Status: 05/10/2022 13:39
The crypto market, with the best-known digital currency Bitcoin at the forefront, has been declining since the end of March. Bitcoin recently fell below $ 30,000. What are the reasons?
For the first time since July 2021, Bitcoin temporarily fell below the $ 30,000 mark last night. The other digital assets like Ether, XRP or Dogecoin followed him down. As recently as November, the oldest and best-known cryptocurrency still traded at nearly $ 69,000.
How dramatic the recent decline is can also be seen when looking at the market value of all currently around 19,300 cryptocurrencies. According to the Coinmarketcap portal, this has just dropped below $ 1.5 trillion. That’s only half of the nearly $ 3 trillion record reached in November last year.
reversal in interest rates
Why are innovative digital stocks so put on the sidelines right now? A key connection becomes clear when looking at interest rate developments. Just when the US Federal Reserve raised its key interest rate for the first time since the end of 2018 at the end of March, cryptocurrencies began to plummet. Conversely, since March 2020, the zero interest rate regime has made the prices of digital currencies good.
A number of central banks around the world are also considered to be the biggest burden on young investment. Many of them are now, for the first time, facing a targeted tightening of monetary policy. Rising interest rates cause problems for assets, which, like cryptocurrencies, do not generate regular income, while forms of investment with interest rates again become more attractive.
Rising risk aversion
In addition, experts identify a growing risk aversion among investors, driven not only by fears of interest rates, but also by the uncertain progress of the Ukraine war. Numerous Institutional investors treated cryptocurrencies as technology stocks, says cryptanalyst Timo Emden of Emden Research.
“Given further rising capital market interest rates and a more restrictive central bank policy, investors’ risk appetite seems limited,” explains Chief Investment Strategist Ulrich Stephan of Deutsche Bank. “Highly speculative and volatile investments such as cryptocurrencies are being thrown out of portfolios in such an environment.” A trend reversal cannot be identified at this time.
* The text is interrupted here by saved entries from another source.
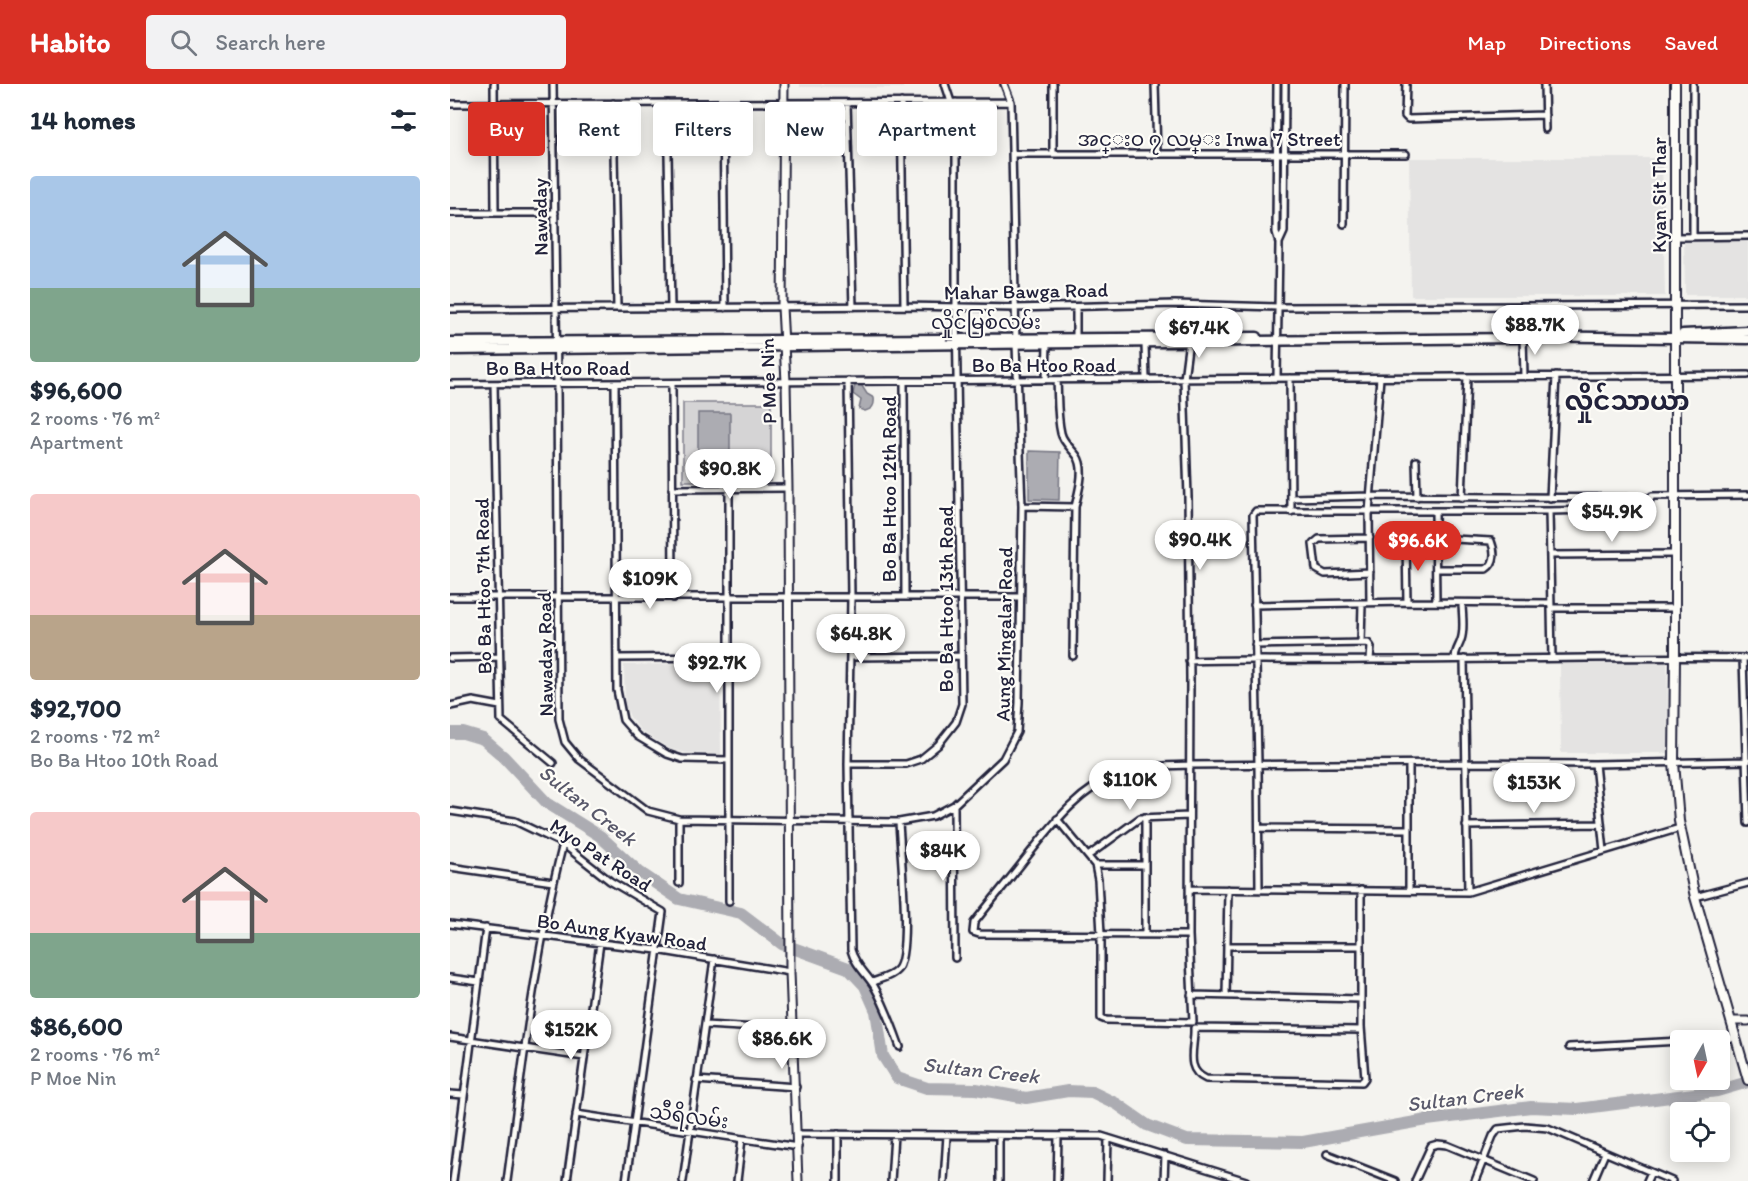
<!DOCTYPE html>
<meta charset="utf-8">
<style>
:root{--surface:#fff;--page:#f2f2f3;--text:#1f2937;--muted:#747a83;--accent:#d93025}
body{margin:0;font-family:Itim,"Noto Sans Myanmar",sans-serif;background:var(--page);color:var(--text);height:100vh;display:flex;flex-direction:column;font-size:22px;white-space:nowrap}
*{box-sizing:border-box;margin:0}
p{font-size:20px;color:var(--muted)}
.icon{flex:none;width:33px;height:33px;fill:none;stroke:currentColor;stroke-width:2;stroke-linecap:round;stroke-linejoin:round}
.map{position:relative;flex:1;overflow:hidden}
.details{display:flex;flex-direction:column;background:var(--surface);width:450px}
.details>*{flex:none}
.banner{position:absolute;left:18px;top:18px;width:570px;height:54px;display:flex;gap:12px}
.needle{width:39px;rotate:189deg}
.buttons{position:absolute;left:1220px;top:946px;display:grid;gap:12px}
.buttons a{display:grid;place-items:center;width:60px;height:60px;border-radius:6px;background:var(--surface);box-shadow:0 3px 15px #0003;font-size:30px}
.price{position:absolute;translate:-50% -51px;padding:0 14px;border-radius:21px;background:#fff;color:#222;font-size:20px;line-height:39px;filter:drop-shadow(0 2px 3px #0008)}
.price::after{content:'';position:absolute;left:50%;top:36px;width:18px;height:14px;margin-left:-9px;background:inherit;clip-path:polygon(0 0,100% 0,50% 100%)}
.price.current{background:var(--accent);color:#fff}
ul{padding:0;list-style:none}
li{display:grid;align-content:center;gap:12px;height:318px;padding:0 30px}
li span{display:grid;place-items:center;height:186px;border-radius:6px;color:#555}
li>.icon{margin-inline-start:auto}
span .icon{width:108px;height:108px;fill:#fffc;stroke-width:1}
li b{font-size:26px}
h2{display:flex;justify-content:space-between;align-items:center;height:72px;padding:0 30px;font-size:26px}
.tag{padding:0 21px;border-radius:6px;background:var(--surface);box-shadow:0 3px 15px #0003;font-size:21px;line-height:54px}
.tag.current{background:var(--accent);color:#fff}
header{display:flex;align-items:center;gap:36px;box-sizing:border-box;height:84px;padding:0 30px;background:var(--accent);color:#fff}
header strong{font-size:28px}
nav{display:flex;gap:33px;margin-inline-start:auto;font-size:21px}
.search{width:420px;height:54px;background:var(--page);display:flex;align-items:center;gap:15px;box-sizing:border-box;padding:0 21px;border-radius:6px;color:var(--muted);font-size:22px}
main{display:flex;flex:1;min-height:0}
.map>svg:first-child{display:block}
.built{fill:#e4e3e2}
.green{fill:#d5d4d5;stroke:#7c7b88;stroke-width:1.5}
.water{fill:#acacb2;stroke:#757582;stroke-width:1.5}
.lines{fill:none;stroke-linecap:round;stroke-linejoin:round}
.river{stroke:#acacb2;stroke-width:12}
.minor-casing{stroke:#22223b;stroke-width:10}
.tertiary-casing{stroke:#22223b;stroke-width:11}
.secondary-casing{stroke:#22223b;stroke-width:12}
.primary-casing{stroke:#22223b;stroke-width:13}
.minor{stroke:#fdfcf7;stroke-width:5}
.tertiary{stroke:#fdfcf7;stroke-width:7}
.secondary{stroke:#fdfcf7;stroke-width:8}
.primary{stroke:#fdfcf7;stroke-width:8}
.labels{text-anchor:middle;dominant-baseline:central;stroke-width:4.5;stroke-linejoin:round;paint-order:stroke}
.street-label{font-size:20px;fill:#22223b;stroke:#fdfcf7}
.water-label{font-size:21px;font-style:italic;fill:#59596b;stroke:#fdfcf7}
.district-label{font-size:26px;font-weight:bold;fill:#22223b;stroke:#fdfcf7}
</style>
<header>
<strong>Habito</strong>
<div class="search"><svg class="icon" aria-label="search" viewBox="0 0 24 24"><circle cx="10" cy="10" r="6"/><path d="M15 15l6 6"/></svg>Search here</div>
<nav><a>Map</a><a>Directions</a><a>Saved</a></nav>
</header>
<main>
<section class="details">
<h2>14 homes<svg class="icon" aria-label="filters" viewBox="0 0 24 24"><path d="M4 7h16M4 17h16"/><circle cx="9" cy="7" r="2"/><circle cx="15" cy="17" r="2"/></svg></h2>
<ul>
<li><span style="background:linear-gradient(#a9c7e8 60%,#7fa58c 0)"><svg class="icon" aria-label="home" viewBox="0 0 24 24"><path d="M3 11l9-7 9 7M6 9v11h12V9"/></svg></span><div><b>$96,600</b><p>2 rooms · 76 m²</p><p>Apartment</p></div></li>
<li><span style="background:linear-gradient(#f6c9c9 65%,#b9a48a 0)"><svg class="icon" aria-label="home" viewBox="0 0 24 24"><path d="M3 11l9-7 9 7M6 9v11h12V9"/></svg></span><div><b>$92,700</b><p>2 rooms · 72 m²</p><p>Bo Ba Htoo 10th Road</p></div></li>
<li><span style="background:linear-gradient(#f6c9c9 65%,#7fa58c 0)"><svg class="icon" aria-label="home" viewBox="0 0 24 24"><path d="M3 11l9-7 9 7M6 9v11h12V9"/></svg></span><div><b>$86,600</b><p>2 rooms · 76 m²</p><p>P Moe Nin</p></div></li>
</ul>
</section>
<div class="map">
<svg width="1298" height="1097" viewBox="0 0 1298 1097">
<rect width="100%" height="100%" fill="#f4f3ef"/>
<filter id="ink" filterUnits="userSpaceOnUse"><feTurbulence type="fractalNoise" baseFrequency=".0167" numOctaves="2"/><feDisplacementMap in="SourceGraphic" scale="12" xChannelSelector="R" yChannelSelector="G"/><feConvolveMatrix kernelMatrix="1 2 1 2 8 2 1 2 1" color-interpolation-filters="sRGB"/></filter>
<g filter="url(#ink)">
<path class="built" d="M 350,0 L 453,0 L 453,4 L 350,3 Z
M 959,74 L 1212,74 L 1215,212 L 961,212 Z
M 1298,152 L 1298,211 L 1235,211 L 1234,153 Z
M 1217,578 L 1218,669 L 1111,669 L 1110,579 Z
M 270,579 L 271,670 L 236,669 L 220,665 L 191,647 L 180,633 L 175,621 L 174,581 Z"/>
<path class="green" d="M 233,319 L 321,319 L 321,397 L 233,397 Z"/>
<path class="water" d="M 405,301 L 412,302 L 417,310 L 424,314 C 425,322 422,325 415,327 L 409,325 L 411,316 L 403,310 Z
M 248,329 L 280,329 L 280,370 L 248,369 Z
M 579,367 L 610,368 L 609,416 L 579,415 Z"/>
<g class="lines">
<path class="river" d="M 0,649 L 13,649 L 33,655 L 54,673 L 97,719 L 150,752 L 189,788 L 229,815 L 291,829 L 332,860 L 398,884 L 415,902 L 426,927 L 433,972 L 447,994 L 477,1004 L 526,1005 L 576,1014 L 618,1007 L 642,1008 L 667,1020 L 697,1041 L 737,1056 L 853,1058 L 977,1036 L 1081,1023 L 1127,1025 L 1267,1007 L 1298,998"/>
<g class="minor-casing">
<path id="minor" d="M 44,0 L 45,128
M 103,0 L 107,299 L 109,635 L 115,658 L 129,675 L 198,727 L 229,735 L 449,738 L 483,732 L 504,721 L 553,675 L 567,648 L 569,619 L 572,422 L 566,260 L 561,18 L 554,0
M 495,0 L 501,18
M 603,0 L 603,70
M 705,0 L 707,70
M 827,0 L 826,148 L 829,159 L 827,294
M 956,0 L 955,32 L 958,35 L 1095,31
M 1094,0 L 1095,45
M 1243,0 L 1243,153
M 451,18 L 454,222
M 163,19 L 167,224
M 217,19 L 221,224
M 273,19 L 275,224
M 397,19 L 403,223
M 0,20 L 561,18
M 562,70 L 956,70
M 0,129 L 105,129
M 894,140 L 895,0
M 1226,153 L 1298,152
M 829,159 L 834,148 L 835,0
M 626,223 L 626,254
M 0,225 L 454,222 L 565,224 L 725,220 L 827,223 L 1298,221
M 1073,252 L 1074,293
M 695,260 L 696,295
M 840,294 L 841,428
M 596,296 L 597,259
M 607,296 C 608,313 607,332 611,349 C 613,358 621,364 627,372 C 636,385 628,409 625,423
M 398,297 L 401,513 L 398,680 L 401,866 C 405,881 416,889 424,902 C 435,921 442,941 450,963
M 454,297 L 455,513
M 165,299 L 167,606 L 173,636 L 187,652 L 217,670 L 232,675 L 279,676
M 222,299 L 223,514
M 0,300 L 1298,291
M 44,300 L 51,636 L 103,679
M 966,377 L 967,413
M 279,404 L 279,817
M 222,405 L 338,404
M 841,414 L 921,412 L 1200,414
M 1012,414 L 1017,293
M 1100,414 L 1106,292
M 572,422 L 625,423 L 623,572
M 985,427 L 986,518
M 1099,427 L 1102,574
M 920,454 L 869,455 L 863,460 L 866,485 L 875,490 L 920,488
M 985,454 L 1041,457 C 1045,467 1046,479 1036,485 L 986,485
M 956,457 L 957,518
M 1100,471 L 1225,470
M 0,513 L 570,513
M 920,519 L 919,428 L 930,294
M 804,521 L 957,518 L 1101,519
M 1101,524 L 1225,524
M 911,559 L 912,519
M 805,561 L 918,559 L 921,563 L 920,576
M 400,573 L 511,572
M 0,574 L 49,573
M 168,574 L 279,573
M 1293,574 L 1298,739
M 1005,575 C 1005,566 1009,563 1011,556 C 1015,545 1012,530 1012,519
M 1014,575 L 1018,808
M 739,577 C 800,575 860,577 921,576 C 1047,576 1172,572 1298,574
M 0,622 L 23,617 L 50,622
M 398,680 L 456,680 L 471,675 L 488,661 L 506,638 L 512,620 L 506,224 L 506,18
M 959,680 L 959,806
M 1145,680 L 1154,767
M 504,721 L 505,874
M 0,727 L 65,737 L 113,760 L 160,797 L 213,828 L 176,1097
M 607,735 L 645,781 L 648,796 L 651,850 L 651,934 L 656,936 L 743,938 L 739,851 L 740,593 L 738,413 L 734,295 L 739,256
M 1016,742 L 1151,740
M 809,744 L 959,745
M 638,772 L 690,734 L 739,732
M 645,781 L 695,781
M 0,783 L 103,798
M 229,799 L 229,735
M 739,805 L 1018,808 L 1230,744
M 809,806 L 808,680 L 803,431 L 806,427 L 1099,427 L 1195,425 L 1202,412 L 1298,411
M 911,806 L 911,943 L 915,994 L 912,998 L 756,995 C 734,985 745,964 744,944 L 911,946
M 1245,813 L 1298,799
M 0,840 L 207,866 L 340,888
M 695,850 L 695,733
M 739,851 L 529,850 L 523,848 L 524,839 C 541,817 559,796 576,774 C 603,740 629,705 671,689 C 692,681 717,682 739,681 L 1015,679 L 1145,680 L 1298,677
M 777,862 L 911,862
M 0,894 L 29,898
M 422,898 C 430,895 441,893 447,886 C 462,871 450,764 449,738
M 741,911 L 911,915
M 776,912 L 778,805
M 255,941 L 343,946
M 0,953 L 134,973
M 1230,957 L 1286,954
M 1119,963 L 1230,957
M 246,996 L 346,1003
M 0,1010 L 14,1011
M 126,1030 L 348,1063
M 347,1050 L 651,1052 L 796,1097
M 388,1050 L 388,1097
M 877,1070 L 945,1097
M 3,1097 L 36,844
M 57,1097 C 72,986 85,868 113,760
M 117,1097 L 150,859
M 233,1097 L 264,875
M 287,1097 L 292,1055
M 441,1097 L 444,1051
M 494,1097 L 497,1051
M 549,1097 L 549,1052
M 607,1097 L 608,1052
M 657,1097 L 658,1054
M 714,1097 L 715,1071
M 965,1097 L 981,1062 L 988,1060 L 997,1061 L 1084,1097
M 1025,1097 L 1043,1052 L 1048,1045 L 1075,1042 L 1098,1044 L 1222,1097
M 1143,1097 L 1155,1069
M 1197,1097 L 1201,1088"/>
</g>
<g class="tertiary-casing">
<path id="tertiary" d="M 334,0 L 332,223 L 336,298 L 338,404 L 340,888 L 348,1097
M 1281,937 L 1298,937"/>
</g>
<g class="secondary-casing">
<path id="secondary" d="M 1225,0 L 1225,573 L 1224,679 L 1229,737 L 1245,813 L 1298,996"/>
</g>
<g class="primary-casing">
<path id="primary" d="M 1233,250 L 1298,247
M 511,255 L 807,253
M 0,258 L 492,255
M 0,266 L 1067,254 L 1071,252 L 1298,255"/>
</g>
<use href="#minor" class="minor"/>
<use href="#tertiary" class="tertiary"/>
<use href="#secondary" class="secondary"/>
<use href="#primary" class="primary"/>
</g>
</g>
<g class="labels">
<g class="street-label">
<text x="759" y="55">အင္းဝ ၇ လမ္း Inwa 7 Street</text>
<text transform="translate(1209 111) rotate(-90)">Kyan Sit Thar</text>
<text transform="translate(90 133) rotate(-91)">Nawaday</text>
<text transform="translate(576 207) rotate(-1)">Mahar Bawga Road</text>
<text x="536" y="238">လှိုင်မြစ်လမ်း</text>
<text x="594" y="281">Bo Ba Htoo Road</text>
<text x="108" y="284">Bo Ba Htoo Road</text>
<text transform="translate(318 297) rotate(-92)">P Moe Nin</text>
<text transform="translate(439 405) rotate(-90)">Bo Ba Htoo 12th Road</text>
<text transform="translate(33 502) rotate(-91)">Bo Ba Htoo 7th Road</text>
<text transform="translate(496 515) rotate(-90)">Bo Ba Htoo 13th Road</text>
<text transform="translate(554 550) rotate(-89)">Aung Mingalar Road</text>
<text transform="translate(95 570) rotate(-91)">Nawaday Road</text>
<text transform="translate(151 771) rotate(33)">Myo Pat Road</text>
<text transform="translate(172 848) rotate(8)">Bo Aung Kyaw Road</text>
<text transform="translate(239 1032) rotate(8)">သီရိလမ်း</text>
</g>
<g class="water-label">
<text transform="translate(138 721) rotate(38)">Sultan Creek</text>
<text transform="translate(531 986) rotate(6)">Sultan Creek</text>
<text transform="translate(1015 1013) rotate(-7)">Sultan Creek</text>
</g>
<g class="district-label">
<text x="1177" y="317">လှိုင်သာယာ</text>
</g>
</g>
</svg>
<div class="buttons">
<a><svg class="needle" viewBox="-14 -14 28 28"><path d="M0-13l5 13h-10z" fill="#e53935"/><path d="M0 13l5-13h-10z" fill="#747a83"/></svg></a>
<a><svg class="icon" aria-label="locate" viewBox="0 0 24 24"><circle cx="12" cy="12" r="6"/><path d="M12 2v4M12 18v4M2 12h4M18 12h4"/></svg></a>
</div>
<b class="price" style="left:1085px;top:272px">$88.7K</b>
<b class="price" style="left:749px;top:275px">$67.4K</b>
<b class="price" style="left:280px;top:416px">$90.8K</b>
<b class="price" style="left:1162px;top:459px">$54.9K</b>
<b class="price" style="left:750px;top:487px">$90.4K</b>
<b class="price current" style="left:968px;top:488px">$96.6K</b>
<b class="price" style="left:200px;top:526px">$109K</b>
<b class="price" style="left:411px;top:581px">$64.8K</b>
<b class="price" style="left:267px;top:610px">$92.7K</b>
<b class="price" style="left:680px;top:727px">$110K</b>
<b class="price" style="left:1084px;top:730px">$153K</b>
<b class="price" style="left:493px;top:798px">$84K</b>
<b class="price" style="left:121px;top:977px">$152K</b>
<b class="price" style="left:332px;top:986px">$86.6K</b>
<div class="banner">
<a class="tag current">Buy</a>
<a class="tag">Rent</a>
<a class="tag">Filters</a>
<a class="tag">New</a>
<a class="tag">Apartment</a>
</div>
</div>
</main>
Government regulation remains a pillar
A lot has happened in the crypto market since bitcoin’s record high in November last year. After El Salvador, the Central African Republic is the second country to allow Bitcoin as a legal tender. Panama is working to allow cryptocurrencies, not just cryptocurrencies, as a normal means of payment.
At the same time, the opportunities for private investors to participate in the crypto market have also increased in recent months due to more startups entering the market.
Difficult interaction with monetary policy
Meanwhile, a fundamental question for crypto markets remains unanswered: How well do cryptocurrencies fit into central banks’ monetary policy concepts? Their main task remains the stability of the currency, including the regulation of the money supply.
A means of payment other than the national currency, which is not governed by monetary policy, is therefore fundamentally not in the interest of central banks. In this regard, there is always the danger of excessive regulation, including a trade ban, as in China, as the sword of Damocles over the crypto markets.